Mechanisms vs. Outcomes: Probing for Syntax Fails to Explain Performance on Targeted Syntactic Evaluations
This work addresses a gap in interpretability research for AI researchers, showing that probing for syntax is not a reliable indicator of model performance, which is incremental as it builds on existing probing methods.
The study tackled the problem of whether syntactic features extracted via probing from large language models predict their performance on downstream syntactic tasks, finding that probing accuracy does not reliably predict outcomes across English linguistic phenomena.

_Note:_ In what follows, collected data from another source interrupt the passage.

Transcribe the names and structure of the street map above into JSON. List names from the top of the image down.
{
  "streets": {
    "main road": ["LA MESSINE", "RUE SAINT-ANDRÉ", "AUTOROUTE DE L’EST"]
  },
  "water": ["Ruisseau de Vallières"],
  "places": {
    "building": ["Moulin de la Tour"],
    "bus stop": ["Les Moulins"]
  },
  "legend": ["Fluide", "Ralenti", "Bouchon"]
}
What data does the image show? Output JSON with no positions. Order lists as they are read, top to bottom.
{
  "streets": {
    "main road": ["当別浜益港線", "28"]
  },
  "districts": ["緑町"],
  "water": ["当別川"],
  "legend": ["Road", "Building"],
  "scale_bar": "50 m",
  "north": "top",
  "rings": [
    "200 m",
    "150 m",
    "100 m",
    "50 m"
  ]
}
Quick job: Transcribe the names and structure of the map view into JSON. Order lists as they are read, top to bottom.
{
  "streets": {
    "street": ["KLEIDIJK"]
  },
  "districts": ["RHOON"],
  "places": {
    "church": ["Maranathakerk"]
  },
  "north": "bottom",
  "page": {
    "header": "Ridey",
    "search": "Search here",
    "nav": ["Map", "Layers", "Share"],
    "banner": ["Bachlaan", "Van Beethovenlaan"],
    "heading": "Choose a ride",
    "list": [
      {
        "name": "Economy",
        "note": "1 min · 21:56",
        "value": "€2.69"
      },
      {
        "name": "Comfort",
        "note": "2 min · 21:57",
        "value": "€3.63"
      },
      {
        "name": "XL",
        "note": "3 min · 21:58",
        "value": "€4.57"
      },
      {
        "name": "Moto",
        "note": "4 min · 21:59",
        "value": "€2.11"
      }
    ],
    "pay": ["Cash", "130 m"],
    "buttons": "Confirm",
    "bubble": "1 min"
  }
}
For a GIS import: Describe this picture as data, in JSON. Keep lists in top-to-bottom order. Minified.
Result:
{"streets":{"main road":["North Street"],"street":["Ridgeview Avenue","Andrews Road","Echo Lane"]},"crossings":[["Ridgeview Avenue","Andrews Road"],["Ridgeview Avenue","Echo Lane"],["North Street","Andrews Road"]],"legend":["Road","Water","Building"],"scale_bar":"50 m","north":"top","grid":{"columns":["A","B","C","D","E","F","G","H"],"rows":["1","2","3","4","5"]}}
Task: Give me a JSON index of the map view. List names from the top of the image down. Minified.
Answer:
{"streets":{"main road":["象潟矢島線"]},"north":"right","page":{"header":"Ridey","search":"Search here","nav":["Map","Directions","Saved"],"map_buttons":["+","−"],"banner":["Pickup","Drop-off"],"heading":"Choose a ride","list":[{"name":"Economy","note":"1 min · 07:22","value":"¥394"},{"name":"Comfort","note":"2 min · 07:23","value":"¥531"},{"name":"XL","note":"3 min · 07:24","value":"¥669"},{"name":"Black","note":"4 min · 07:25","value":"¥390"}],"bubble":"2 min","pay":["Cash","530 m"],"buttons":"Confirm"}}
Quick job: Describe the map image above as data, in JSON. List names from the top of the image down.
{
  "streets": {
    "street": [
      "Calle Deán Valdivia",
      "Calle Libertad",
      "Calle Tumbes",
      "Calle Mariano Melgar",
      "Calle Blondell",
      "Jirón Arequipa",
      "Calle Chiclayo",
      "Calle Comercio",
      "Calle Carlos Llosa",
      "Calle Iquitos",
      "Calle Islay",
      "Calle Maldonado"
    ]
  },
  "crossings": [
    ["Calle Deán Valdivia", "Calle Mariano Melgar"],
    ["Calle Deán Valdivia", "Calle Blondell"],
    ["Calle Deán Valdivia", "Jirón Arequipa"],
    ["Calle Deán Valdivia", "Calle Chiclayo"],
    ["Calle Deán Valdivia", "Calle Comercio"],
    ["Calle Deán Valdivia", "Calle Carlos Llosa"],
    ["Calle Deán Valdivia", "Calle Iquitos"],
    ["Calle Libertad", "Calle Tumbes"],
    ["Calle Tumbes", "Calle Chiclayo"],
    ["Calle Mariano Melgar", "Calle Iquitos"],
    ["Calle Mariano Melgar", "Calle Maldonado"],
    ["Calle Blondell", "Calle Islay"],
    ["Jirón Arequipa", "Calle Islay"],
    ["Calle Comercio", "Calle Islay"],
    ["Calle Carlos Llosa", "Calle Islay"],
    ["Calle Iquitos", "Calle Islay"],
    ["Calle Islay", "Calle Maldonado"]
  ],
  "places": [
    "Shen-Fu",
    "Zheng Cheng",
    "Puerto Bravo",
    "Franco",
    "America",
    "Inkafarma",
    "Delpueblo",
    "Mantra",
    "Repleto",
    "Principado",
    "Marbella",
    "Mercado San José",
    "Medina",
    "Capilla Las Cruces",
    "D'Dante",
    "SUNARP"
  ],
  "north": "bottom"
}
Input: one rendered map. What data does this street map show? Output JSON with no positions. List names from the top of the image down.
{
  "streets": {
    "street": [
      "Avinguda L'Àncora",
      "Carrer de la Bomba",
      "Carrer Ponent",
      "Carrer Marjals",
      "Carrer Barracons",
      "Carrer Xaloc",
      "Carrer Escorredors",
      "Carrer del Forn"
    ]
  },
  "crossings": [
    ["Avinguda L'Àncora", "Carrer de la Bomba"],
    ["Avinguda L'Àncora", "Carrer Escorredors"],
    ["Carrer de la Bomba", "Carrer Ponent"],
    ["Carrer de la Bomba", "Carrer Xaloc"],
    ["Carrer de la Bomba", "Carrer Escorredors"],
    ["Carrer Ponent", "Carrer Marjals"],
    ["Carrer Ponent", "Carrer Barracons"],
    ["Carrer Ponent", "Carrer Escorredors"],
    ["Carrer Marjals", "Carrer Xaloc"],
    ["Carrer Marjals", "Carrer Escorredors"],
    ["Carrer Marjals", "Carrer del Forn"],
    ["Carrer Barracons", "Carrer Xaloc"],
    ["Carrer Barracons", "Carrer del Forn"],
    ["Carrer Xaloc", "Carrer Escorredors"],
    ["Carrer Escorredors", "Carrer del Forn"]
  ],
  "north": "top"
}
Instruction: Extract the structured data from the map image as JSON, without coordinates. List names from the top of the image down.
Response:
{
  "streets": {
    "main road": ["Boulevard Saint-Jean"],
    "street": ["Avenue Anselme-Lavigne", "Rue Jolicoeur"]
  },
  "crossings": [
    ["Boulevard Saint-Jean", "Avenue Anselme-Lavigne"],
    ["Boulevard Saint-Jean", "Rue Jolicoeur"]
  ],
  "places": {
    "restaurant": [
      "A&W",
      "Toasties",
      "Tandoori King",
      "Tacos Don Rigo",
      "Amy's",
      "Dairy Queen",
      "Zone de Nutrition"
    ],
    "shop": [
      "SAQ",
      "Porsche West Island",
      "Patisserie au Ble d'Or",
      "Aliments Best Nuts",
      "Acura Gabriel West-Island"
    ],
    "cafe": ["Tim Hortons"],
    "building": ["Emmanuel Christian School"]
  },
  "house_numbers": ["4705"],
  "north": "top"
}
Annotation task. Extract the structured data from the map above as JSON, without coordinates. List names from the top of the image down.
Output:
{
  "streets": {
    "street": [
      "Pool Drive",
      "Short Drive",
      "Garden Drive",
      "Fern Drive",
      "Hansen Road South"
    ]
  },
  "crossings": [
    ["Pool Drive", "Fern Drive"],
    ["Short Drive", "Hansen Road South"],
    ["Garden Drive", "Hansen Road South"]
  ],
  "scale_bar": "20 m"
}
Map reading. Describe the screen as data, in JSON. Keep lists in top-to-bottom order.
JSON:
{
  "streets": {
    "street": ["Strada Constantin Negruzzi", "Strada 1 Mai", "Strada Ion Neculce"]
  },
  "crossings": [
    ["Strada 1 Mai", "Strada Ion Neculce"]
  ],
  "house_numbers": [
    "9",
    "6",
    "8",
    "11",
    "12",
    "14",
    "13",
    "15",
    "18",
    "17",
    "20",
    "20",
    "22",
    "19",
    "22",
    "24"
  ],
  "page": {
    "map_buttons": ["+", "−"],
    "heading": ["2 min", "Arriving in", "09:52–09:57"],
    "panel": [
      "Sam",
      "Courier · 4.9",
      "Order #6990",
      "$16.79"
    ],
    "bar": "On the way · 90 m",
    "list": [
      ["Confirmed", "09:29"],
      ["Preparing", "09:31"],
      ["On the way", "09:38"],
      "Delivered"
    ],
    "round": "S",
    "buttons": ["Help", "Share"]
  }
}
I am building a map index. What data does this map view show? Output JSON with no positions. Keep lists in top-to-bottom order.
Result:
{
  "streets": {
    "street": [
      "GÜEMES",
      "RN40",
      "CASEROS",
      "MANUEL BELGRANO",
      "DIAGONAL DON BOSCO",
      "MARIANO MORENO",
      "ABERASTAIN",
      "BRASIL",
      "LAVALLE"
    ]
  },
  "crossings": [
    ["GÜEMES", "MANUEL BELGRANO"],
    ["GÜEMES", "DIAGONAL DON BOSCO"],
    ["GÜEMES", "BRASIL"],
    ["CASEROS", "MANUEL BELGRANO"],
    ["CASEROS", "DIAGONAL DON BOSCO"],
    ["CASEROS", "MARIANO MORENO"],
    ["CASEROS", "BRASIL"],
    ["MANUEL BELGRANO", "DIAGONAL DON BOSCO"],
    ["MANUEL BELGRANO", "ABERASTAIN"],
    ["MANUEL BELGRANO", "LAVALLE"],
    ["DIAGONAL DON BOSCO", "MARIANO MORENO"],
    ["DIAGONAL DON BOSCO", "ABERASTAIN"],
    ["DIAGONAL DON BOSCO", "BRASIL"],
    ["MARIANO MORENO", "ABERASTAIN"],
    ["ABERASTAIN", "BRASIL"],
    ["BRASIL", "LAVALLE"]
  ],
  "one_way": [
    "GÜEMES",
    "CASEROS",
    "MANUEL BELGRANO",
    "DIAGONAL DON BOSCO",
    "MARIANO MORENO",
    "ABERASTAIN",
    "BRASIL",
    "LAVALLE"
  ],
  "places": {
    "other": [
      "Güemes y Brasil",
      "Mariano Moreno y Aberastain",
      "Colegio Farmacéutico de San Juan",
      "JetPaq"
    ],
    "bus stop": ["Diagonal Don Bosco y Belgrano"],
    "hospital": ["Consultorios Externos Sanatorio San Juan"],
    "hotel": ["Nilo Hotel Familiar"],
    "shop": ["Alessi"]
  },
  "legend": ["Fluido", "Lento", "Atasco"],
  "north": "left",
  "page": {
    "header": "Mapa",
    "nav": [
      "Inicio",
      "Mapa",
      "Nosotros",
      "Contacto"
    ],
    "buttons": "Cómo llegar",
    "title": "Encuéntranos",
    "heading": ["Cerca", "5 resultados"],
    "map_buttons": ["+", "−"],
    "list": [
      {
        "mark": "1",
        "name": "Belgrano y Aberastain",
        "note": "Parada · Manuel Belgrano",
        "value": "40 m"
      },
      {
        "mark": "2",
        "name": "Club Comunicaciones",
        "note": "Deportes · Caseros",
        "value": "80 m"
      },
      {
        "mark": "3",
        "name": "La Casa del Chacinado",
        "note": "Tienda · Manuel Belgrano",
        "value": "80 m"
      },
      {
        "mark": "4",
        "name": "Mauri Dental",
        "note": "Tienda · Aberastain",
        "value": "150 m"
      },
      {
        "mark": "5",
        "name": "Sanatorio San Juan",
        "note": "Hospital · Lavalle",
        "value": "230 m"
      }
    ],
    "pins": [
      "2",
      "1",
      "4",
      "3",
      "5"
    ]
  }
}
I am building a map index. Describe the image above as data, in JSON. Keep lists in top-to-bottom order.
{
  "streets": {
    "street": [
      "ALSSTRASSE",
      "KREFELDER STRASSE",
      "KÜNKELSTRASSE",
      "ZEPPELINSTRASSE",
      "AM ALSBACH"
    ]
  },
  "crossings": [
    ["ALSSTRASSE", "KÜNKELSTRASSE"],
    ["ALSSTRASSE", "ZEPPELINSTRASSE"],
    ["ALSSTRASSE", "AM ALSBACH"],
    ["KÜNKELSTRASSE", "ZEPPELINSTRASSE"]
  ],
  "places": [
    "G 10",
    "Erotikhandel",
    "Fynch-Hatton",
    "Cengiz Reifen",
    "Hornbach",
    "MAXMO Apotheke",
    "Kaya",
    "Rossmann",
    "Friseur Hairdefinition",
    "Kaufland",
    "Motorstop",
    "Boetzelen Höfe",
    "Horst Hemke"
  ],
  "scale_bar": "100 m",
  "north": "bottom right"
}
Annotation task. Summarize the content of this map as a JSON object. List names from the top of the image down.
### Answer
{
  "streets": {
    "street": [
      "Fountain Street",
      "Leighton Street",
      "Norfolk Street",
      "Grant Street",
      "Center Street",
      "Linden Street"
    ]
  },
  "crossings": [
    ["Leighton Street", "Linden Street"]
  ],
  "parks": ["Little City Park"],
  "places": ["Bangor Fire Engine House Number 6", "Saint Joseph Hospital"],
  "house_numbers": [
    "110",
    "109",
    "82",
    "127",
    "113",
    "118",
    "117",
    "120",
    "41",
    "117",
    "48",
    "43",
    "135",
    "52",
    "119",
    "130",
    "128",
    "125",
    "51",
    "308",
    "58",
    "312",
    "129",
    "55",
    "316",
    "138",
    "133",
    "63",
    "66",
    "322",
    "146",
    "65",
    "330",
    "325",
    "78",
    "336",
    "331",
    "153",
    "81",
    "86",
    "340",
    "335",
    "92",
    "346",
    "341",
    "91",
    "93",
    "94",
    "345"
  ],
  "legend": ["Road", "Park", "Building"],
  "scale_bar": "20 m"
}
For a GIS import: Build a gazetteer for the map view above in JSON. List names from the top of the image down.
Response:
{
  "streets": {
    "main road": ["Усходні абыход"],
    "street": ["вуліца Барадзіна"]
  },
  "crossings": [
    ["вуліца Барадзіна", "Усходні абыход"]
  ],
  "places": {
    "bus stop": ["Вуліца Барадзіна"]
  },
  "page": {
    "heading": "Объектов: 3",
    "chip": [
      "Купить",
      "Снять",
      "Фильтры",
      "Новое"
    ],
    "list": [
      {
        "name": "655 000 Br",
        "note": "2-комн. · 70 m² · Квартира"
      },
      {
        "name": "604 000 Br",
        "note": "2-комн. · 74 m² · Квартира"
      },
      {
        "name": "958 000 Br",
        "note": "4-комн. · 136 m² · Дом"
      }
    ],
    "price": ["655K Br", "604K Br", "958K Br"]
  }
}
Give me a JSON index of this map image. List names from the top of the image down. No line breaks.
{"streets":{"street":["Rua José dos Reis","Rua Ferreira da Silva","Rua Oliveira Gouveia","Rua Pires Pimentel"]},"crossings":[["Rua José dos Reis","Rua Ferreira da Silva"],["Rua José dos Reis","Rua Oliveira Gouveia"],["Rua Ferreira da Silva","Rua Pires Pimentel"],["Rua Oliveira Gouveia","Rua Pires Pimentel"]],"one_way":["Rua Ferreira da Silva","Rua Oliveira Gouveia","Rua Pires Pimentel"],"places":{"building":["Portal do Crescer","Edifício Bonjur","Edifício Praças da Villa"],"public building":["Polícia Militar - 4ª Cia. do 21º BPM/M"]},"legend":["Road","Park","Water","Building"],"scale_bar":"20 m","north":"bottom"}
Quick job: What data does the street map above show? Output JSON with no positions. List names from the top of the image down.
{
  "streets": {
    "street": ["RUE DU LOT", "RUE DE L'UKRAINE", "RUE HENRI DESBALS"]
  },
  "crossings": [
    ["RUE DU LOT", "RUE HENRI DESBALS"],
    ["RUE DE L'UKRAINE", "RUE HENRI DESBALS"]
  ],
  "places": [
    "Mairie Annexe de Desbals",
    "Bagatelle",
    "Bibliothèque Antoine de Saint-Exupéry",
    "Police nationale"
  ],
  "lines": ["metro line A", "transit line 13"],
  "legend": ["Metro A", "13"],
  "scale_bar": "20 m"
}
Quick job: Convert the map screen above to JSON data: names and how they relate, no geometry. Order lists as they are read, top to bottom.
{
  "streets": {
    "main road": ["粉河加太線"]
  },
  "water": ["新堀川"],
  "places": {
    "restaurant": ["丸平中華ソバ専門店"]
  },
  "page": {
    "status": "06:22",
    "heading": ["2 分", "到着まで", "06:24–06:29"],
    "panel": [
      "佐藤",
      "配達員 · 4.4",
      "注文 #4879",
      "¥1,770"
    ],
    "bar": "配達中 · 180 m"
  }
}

Large Language Models (LLMs) exhibit a robust mastery of syntax when processing and generating text. While this suggests internalized understanding of hierarchical syntax and dependency relations, the precise mechanism by which they represent syntactic structure is an open area within interpretability research. Probing provides one way to identify the mechanism of syntax being linearly encoded in activations, however, no comprehensive study has yet established whether a model's probing accuracy reliably predicts its downstream syntactic performance. Adopting a "mechanisms vs. outcomes" framework, we evaluate 32 open-weight transformer models and find that syntactic features extracted via probing fail to predict outcomes of targeted syntax evaluations across English linguistic phenomena. Our results highlight a substantial disconnect between latent syntactic representations found via probing and observable syntactic behaviors in downstream tasks.